#48 (tie) – The Wild and Wonderful Whites of West Virginia (2009)
DAN: What would you expect out of a documentary made by the same people who brought us “Jackass”? Johnny Knoxville, Jeff Tremaine and company bring you the Whites of Boone County, West Virginia, possibly the most interesting, screen-friendly family you never want to meet. In true dollar theater fashion, there are a lot of drugs and a lot of talking about crazy shit that happened.

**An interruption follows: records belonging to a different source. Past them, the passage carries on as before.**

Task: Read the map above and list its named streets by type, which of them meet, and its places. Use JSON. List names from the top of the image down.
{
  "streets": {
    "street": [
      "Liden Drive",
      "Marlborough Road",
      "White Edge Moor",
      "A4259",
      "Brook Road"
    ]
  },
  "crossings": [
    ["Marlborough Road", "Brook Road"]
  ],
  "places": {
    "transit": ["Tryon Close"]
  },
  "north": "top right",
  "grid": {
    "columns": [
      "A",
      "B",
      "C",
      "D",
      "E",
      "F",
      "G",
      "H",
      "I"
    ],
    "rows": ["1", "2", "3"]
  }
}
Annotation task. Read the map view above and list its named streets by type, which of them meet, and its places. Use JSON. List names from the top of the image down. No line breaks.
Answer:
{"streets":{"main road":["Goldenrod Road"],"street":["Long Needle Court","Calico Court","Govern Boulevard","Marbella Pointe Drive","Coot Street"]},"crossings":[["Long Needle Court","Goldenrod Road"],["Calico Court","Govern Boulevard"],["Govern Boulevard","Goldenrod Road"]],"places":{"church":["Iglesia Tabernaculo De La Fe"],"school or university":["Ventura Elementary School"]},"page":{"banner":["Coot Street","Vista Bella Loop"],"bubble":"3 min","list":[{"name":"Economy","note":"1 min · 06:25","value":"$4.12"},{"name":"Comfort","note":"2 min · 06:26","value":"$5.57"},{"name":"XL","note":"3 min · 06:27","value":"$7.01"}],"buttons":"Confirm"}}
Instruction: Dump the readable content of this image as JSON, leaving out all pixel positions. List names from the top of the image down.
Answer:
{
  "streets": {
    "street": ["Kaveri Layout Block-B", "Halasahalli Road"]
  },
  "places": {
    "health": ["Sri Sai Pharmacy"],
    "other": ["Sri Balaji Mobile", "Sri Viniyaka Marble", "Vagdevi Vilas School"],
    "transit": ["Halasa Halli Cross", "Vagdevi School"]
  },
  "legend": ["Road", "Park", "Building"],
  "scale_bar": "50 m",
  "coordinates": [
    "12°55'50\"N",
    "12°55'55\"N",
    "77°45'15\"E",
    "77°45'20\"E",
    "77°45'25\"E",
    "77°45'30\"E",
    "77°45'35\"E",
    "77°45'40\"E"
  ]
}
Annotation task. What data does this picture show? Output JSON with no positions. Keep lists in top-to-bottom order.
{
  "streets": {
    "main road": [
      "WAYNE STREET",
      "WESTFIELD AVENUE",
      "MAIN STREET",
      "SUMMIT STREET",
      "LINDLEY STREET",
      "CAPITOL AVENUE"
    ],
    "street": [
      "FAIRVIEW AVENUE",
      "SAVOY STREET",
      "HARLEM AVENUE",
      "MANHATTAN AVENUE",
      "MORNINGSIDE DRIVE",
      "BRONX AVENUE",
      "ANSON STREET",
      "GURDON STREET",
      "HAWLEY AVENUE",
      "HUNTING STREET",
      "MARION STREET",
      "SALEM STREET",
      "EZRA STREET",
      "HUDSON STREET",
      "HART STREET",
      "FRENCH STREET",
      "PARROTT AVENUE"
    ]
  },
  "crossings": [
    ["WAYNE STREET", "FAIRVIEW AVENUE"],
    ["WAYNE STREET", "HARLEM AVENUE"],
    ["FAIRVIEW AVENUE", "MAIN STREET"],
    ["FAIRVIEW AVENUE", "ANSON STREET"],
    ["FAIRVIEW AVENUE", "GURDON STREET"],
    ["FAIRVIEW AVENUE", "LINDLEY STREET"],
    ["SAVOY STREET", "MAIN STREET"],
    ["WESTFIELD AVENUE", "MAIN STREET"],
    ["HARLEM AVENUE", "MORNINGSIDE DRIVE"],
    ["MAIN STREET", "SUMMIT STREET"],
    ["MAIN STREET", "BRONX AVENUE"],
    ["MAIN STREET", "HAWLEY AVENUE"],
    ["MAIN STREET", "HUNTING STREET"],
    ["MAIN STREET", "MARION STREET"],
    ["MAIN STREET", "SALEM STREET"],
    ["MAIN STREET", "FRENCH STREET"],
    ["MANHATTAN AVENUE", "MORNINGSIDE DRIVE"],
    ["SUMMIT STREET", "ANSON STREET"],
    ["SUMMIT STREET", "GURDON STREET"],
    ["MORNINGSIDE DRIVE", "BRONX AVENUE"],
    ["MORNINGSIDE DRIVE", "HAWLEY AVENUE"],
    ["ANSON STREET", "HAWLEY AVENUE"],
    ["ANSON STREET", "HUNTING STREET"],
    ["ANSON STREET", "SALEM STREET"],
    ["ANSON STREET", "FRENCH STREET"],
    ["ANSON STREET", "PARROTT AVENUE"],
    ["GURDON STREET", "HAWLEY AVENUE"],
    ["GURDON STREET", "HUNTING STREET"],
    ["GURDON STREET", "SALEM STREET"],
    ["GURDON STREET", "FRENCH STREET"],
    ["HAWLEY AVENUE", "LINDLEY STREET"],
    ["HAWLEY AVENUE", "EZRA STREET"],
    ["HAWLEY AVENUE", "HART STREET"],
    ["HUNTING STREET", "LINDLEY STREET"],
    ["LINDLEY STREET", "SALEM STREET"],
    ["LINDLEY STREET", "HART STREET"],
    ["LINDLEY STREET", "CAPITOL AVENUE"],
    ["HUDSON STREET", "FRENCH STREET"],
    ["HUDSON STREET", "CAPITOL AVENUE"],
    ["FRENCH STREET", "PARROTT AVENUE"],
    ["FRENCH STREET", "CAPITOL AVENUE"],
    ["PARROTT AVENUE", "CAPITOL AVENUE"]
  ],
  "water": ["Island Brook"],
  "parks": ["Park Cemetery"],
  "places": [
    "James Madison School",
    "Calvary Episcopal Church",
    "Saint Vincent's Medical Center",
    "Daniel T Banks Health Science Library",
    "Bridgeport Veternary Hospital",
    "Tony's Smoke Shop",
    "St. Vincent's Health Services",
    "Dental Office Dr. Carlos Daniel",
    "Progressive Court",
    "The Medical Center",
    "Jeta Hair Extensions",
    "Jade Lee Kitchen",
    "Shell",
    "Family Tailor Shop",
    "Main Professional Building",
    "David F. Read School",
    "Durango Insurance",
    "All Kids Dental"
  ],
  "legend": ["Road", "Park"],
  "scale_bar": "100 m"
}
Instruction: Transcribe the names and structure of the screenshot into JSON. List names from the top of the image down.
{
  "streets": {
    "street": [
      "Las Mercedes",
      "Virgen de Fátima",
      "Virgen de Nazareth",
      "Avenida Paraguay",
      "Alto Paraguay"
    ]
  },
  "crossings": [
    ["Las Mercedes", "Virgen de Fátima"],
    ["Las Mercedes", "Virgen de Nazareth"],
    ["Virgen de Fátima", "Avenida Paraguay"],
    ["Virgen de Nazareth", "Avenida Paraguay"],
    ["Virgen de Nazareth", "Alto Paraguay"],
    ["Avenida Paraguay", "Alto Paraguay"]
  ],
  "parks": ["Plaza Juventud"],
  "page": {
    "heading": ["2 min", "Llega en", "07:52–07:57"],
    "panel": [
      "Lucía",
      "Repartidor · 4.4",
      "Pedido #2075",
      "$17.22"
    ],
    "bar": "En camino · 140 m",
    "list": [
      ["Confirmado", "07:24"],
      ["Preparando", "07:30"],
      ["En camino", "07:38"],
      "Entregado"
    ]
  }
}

#48 (tie) – Running Scared (2006)
TOM: Crooked cops, mobsters, pimps, child abusers, serial killers, each villain is more ridiculous and evil than the last! This is one dark and fucked-up fairy tale. Paul Walker puts in his best performance. The final showdown at the hockey rink is pure dollar gold.
#48 (tie) – O Brother, Where Are Thou? (2000)
JOHN: The Coen Brothers had three big wins in a row with Fargo (1996), The Big Lebowski (1998), and O Brother, Where Art Thou? (2000). This one probably qualifies as a musical. Great performances all around, especially by George Clooney. Pretty weird stuff—Depression-Era Mississippian Odysseus?—but it all works.
#47 – Envy (2004)
TONY: The comedy that few saw and none liked (outside of us), Envy starred Ben Stiller (feeling the titular feeling) and Jack Black as his nouveau-riche moron frenemy. But it’s Christopher Walken who steals the show as “The J-Man,” a bizarre drifter who guides Stiller through his botched revenge plan and then blackmails him. Featuring a fantastic, and hilarious, score by Mark Mothersbaugh!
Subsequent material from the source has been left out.